MARCH 4 (The Conway Bulletin) — The collapse in oil prices forced Max Petroleum, a British-Kazakh oil and gas company, to suspend trading on the London AIM stock exchange.

In a statement, Max Petroleum said it was in negotiations to restructure its debt with Sberbank and other creditors.

“If current negotiations are unsuccessful, or if other events outside the control of the Company require that the Company ceases trading while such negotiations are ongoing, then the consequences will be negative for all stakeholders in the Company,” the company statement said.

Last month Max Petroleum squarely blamed the slump in global oil prices for its problems which wiped out profit margins and deterred potential investors.

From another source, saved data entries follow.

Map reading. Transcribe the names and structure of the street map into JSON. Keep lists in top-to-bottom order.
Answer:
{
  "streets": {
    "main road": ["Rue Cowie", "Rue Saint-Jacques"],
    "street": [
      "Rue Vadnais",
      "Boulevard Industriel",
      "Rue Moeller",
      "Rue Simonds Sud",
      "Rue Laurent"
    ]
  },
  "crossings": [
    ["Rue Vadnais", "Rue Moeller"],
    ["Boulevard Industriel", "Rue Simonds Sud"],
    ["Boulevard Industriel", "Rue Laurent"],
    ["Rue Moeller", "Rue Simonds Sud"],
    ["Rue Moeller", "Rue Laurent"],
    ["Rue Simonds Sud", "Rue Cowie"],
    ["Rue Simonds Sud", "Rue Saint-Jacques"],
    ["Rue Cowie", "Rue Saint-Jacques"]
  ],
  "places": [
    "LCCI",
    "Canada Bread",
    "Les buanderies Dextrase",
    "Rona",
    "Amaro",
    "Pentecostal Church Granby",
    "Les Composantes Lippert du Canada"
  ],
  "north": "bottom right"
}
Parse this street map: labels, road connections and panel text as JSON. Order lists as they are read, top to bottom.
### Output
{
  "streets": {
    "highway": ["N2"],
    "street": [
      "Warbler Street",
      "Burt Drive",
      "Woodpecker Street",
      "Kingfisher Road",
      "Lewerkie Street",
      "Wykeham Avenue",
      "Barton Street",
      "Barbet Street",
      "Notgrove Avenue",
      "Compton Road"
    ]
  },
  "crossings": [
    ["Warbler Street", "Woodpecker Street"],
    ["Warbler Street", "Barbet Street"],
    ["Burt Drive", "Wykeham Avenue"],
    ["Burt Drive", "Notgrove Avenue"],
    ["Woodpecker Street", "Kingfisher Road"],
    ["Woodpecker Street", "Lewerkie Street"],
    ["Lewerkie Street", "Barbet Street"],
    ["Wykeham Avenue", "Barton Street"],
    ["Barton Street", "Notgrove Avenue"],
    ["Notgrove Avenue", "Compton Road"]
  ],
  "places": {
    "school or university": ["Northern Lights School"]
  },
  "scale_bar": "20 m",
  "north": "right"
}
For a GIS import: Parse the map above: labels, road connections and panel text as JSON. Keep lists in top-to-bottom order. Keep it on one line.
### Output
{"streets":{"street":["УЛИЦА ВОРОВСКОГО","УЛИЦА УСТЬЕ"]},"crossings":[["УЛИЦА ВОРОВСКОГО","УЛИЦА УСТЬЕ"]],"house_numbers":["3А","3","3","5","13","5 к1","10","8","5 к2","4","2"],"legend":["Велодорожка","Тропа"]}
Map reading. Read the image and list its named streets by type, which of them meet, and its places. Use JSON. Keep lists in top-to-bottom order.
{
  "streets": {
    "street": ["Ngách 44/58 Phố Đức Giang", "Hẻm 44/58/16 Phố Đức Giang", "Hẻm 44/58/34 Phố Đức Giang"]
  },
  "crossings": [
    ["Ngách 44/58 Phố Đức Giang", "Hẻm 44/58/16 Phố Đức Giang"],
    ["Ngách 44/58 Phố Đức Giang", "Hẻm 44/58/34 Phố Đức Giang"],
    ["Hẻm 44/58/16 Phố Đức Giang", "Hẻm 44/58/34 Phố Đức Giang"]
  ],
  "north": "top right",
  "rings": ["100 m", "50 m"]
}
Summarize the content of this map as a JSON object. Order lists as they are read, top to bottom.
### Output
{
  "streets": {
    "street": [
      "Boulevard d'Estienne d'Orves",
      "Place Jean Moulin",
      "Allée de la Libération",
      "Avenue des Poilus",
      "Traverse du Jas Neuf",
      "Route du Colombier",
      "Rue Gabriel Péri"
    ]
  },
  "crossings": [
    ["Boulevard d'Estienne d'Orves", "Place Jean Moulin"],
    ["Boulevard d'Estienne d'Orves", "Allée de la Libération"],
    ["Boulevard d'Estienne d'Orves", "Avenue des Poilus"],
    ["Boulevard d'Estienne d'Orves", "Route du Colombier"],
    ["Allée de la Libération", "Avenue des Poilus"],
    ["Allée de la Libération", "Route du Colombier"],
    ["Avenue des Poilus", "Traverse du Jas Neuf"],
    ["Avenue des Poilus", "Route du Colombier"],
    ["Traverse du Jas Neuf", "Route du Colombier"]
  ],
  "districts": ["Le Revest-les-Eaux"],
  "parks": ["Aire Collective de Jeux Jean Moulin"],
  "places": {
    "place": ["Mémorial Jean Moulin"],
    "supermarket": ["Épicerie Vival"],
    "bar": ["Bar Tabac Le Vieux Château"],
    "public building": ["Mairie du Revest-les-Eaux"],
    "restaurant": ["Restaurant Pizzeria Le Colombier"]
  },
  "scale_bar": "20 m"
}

The Max Petroleum’s troubles are a microcosm of the problems facing Kazakhstan-orientated companies trying to weather an economic downturn linked to the oil price drop and the turmoil in Russia’s sanction-hit economy.

Almaty-based confectionery plant Rakhat, which South Korea’s LOTTE bought in 2013/2014 in a multi-million dollar deal, also said that it had had to lay off 500 of its 3,800 workers. It blamed unfair competition from cheaper Russian sweets.

Once feted as one of Kazakhstan’s most famous companies outside the extractive industries, Rakhat is now trying to eke its way out of the economic storm — just like most other Kazakh companies.

Max Petroleum, listed on the LSE since 2005, is a small Kazakhstan oil producer with an output of around 200,000 tonnes of oil a year.

In August 2014, AGR Energy, linked to the prominent Assaubayev family, made a deal to buy 51% of Max Petroleum for £37m ($62m), promising to embark on a significant investment to revitalise the company. The slump in oil prices, though, appears to have deterred AGR Energy from follow through with the deal and the promised investment.